Deputados dão aula de defesa pessoal para mulheres na Alerj

Índia Armelau e Rodrigo Amorim ministraram treinamento com técnicas de proteção e prevenção da violência

Em meio ao debate sobre o enfrentamento da violência contra a mulher, a Assembleia Legislativa do Rio de Janeiro (Alerj) abriu espaço, nesta quinta-feira (25), para uma atividade prática voltada à prevenção e à proteção feminina.

A Casa realizou a primeira edição do programa “Alerj Por Elas”, que reuniu servidoras e mulheres fluminenses em uma aula de defesa pessoal ministrada pelos deputados Índia Armelau (PL) e Rodrigo Amorim (PL).

A atividade aconteceu na galeria da Assembleia e contou com a participação de 35 mulheres. Durante o treinamento, foram apresentadas técnicas básicas de defesa pessoal com foco no aumento da autoconfiança e na preparação para situações de risco.

Técnicas para situações de risco

Ao longo da aula, os participantes acompanharam demonstrações de como agir em situações como puxões de cabelo, empurrões, tentativas de enforcamento e quedas ao solo. Segundo os organizadores, o treinamento priorizou estratégias para evitar confrontos, criar oportunidades de fuga e buscar ajuda.

A deputada Índia Armelau destacou que o objetivo da iniciativa é ampliar o acesso das mulheres a esse tipo de conhecimento.

“É fundamental que a Alerj, como a casa do povo, torne essa experiência recorrente, que entre no calendário oficial da Assembleia Legislativa e se torne um evento mensal, quinzenal ou semanal, trazendo cada vez mais mulheres, gratuitamente para aprender noções básicas de defesa pessoal”, afirmou.

O deputado Rodrigo Amorim ressaltou que a prevenção deve ser a principal estratégia diante de situações de violência.

“Claro que o maior objetivo é prevenir a violência.
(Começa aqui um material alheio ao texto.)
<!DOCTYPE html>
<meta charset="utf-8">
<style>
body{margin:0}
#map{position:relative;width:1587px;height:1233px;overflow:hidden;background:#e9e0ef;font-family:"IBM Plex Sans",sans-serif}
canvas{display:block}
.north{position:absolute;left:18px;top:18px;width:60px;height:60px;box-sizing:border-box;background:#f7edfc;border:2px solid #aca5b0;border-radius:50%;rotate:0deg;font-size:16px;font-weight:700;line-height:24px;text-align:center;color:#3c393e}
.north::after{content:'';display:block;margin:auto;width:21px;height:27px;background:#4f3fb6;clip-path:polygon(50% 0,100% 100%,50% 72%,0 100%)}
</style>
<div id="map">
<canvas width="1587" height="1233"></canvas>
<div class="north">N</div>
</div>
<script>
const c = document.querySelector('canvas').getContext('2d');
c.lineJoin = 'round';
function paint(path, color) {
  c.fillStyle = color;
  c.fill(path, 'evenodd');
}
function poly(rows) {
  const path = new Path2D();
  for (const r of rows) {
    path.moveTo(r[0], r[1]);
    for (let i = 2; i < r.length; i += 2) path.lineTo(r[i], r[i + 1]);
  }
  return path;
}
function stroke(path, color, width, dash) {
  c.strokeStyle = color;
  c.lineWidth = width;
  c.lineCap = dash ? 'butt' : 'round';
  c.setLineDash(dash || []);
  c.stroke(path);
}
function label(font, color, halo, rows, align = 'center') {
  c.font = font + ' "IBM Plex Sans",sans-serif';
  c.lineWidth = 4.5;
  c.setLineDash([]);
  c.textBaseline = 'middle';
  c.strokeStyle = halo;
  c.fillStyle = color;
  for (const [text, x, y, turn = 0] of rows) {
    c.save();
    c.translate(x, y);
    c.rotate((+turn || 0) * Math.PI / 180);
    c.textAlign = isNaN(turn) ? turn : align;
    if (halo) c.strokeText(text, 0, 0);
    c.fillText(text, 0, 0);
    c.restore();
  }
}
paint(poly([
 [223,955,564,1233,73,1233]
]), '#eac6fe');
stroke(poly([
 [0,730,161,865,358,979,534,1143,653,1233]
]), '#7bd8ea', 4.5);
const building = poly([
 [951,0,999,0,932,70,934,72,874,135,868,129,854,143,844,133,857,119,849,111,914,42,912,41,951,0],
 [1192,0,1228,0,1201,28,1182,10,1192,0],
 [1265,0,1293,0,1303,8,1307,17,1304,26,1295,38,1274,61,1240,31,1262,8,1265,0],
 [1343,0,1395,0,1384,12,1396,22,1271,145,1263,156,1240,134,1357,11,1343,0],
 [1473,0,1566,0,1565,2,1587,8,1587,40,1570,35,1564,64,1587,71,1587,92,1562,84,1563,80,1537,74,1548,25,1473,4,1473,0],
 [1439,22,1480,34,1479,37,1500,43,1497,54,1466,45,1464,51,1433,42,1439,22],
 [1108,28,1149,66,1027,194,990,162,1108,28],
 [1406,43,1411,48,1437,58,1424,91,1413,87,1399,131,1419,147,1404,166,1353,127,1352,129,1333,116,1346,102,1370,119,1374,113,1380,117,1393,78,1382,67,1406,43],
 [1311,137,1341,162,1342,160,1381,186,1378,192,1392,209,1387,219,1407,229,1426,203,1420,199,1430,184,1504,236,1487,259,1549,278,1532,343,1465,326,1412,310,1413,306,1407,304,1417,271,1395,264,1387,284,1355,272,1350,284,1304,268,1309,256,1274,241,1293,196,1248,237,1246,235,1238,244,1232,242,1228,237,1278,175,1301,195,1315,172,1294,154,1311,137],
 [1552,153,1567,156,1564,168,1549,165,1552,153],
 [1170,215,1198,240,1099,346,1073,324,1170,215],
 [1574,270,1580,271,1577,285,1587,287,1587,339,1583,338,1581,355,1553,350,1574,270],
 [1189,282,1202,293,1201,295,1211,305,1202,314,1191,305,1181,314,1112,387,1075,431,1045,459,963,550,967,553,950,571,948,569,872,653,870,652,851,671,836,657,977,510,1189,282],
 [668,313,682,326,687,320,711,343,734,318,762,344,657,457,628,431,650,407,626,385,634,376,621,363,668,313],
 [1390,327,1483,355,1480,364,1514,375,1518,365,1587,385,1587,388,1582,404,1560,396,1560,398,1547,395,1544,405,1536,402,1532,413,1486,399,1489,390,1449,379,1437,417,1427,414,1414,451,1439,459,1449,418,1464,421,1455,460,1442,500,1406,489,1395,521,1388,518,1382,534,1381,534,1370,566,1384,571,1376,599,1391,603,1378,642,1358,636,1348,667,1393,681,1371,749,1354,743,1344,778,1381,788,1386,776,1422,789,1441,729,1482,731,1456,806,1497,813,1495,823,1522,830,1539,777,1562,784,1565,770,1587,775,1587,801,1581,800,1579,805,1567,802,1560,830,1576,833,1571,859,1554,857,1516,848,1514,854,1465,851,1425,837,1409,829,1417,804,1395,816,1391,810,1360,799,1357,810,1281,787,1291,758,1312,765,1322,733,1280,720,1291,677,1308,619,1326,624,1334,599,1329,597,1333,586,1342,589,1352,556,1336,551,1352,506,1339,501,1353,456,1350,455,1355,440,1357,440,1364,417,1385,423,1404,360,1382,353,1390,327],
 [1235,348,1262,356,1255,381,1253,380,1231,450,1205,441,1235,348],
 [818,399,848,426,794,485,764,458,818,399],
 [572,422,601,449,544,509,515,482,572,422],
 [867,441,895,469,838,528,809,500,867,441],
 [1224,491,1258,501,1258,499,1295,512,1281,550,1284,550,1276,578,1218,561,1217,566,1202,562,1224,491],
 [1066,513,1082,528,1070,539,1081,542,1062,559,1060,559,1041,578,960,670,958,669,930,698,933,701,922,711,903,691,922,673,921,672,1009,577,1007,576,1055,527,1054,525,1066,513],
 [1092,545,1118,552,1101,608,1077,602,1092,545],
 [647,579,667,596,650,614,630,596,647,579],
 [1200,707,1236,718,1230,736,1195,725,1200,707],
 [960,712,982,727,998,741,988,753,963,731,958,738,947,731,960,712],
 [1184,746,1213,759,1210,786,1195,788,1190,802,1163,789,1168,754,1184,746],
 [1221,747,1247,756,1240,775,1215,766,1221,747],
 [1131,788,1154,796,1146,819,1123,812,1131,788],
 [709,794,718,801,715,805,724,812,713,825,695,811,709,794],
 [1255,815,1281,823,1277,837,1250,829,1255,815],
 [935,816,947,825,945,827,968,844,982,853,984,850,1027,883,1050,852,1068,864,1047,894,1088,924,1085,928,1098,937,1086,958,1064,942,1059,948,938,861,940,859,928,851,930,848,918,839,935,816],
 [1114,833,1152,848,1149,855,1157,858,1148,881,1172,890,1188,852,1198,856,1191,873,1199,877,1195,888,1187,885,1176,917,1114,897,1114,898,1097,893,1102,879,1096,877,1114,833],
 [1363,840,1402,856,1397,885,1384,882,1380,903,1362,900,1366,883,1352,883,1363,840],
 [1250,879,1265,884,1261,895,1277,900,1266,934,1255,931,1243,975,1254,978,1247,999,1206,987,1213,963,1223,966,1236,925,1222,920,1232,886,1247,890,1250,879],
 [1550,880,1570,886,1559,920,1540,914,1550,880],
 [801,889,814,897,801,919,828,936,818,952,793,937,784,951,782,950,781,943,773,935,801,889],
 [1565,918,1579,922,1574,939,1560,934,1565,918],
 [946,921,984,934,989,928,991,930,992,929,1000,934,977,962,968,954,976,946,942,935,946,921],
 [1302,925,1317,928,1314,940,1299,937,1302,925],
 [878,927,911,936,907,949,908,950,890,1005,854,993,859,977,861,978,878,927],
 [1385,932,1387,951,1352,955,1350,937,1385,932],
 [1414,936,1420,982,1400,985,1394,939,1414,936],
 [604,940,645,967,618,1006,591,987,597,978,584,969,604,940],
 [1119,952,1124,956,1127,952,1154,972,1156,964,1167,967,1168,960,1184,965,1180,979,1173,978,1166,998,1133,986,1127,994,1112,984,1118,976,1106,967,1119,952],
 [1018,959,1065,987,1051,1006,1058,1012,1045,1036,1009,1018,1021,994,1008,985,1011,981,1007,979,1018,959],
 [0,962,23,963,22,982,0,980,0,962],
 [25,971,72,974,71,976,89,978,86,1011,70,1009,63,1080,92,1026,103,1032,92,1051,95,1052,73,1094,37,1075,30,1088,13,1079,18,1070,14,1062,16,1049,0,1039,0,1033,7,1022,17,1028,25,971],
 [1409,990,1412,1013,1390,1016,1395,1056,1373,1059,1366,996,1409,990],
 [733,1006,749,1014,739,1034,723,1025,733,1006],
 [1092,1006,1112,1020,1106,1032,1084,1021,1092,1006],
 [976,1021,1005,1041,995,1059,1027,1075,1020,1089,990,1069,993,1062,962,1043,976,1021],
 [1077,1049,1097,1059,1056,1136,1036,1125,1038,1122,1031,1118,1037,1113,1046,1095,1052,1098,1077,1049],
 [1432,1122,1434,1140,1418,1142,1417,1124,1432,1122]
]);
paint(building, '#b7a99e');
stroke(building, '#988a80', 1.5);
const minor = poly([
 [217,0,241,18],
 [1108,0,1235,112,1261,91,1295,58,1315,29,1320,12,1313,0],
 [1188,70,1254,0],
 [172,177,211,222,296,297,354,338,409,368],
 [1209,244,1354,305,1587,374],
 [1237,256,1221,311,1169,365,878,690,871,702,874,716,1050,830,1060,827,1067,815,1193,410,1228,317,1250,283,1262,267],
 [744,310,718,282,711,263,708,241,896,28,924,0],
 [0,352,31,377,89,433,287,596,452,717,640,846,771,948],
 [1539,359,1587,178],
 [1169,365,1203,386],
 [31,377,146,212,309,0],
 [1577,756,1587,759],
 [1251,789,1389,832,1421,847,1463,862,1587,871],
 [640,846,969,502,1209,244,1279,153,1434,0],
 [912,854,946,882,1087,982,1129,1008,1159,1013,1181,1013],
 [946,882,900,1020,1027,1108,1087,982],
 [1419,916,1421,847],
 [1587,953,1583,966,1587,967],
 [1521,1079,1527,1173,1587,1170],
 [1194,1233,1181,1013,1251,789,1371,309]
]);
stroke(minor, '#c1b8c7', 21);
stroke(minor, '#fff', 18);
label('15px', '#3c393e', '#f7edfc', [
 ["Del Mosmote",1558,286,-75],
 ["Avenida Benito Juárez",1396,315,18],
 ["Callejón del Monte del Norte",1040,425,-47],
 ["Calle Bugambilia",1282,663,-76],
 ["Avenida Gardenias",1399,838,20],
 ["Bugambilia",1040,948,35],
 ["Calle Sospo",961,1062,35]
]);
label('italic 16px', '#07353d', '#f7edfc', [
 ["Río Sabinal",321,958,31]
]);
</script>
O maior instrumento de autodefesa é sair da confusão, evitar a briga. Mas, uma vez que o problema aconteceu, a mulher precisa saber movimentos básicos para preservar sua integridade física e, muitas vezes, lamentavelmente, a própria vida”, declarou.

Contexto de violência

A realização da atividade ocorre em um cenário de preocupação com os índices de violência contra a mulher. Durante a aula, foram mencionados dados que apontam aumento dos casos de feminicídio no país e a posição do Estado do Rio de Janeiro entre as unidades da federação com maior número de registros desse tipo de crime.

Os organizadores destacaram que a proposta do treinamento foi oferecer orientações que possam auxiliar as participantes em situações de emergência, sem substituir as políticas públicas de prevenção, proteção e atendimento às vítimas.

Medidas de proteção

A iniciativa também foi apresentada em meio à adoção de medidas voltadas ao enfrentamento da violência contra a mulher no estado. Nesta semana, foi sancionada a Lei 11.231/26, que institui o Pacto Estadual Contra o Feminicídio e prevê a atuação integrada entre órgãos públicos, instituições do sistema de Justiça, forças de segurança e sociedade civil para prevenção e combate ao feminicídio.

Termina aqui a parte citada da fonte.